### WHAT IS BEING ASKED
Search the records for the string "note" and copy every line in which it appears.

*** Block opens ***

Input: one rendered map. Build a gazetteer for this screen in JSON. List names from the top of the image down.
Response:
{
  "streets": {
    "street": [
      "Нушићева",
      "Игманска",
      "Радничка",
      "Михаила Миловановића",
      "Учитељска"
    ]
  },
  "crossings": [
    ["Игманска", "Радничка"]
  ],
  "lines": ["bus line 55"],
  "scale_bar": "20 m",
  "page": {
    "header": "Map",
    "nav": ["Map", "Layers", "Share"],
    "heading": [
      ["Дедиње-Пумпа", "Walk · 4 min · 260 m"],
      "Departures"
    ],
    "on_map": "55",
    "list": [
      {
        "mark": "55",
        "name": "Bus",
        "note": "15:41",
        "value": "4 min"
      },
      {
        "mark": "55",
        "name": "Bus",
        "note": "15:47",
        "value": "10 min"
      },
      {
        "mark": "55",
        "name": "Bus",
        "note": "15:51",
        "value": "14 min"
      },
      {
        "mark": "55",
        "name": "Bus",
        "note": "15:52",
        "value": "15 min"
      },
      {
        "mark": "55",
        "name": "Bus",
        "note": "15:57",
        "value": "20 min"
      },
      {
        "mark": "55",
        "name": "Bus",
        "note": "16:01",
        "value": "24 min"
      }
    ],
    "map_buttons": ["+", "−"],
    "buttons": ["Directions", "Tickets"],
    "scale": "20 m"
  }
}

*** Block closes ***

### ANSWER SECTION
        "note": "15:41",
        "note": "15:47",
        "note": "15:51",
        "note": "15:52",
        "note": "15:57",
        "note": "16:01",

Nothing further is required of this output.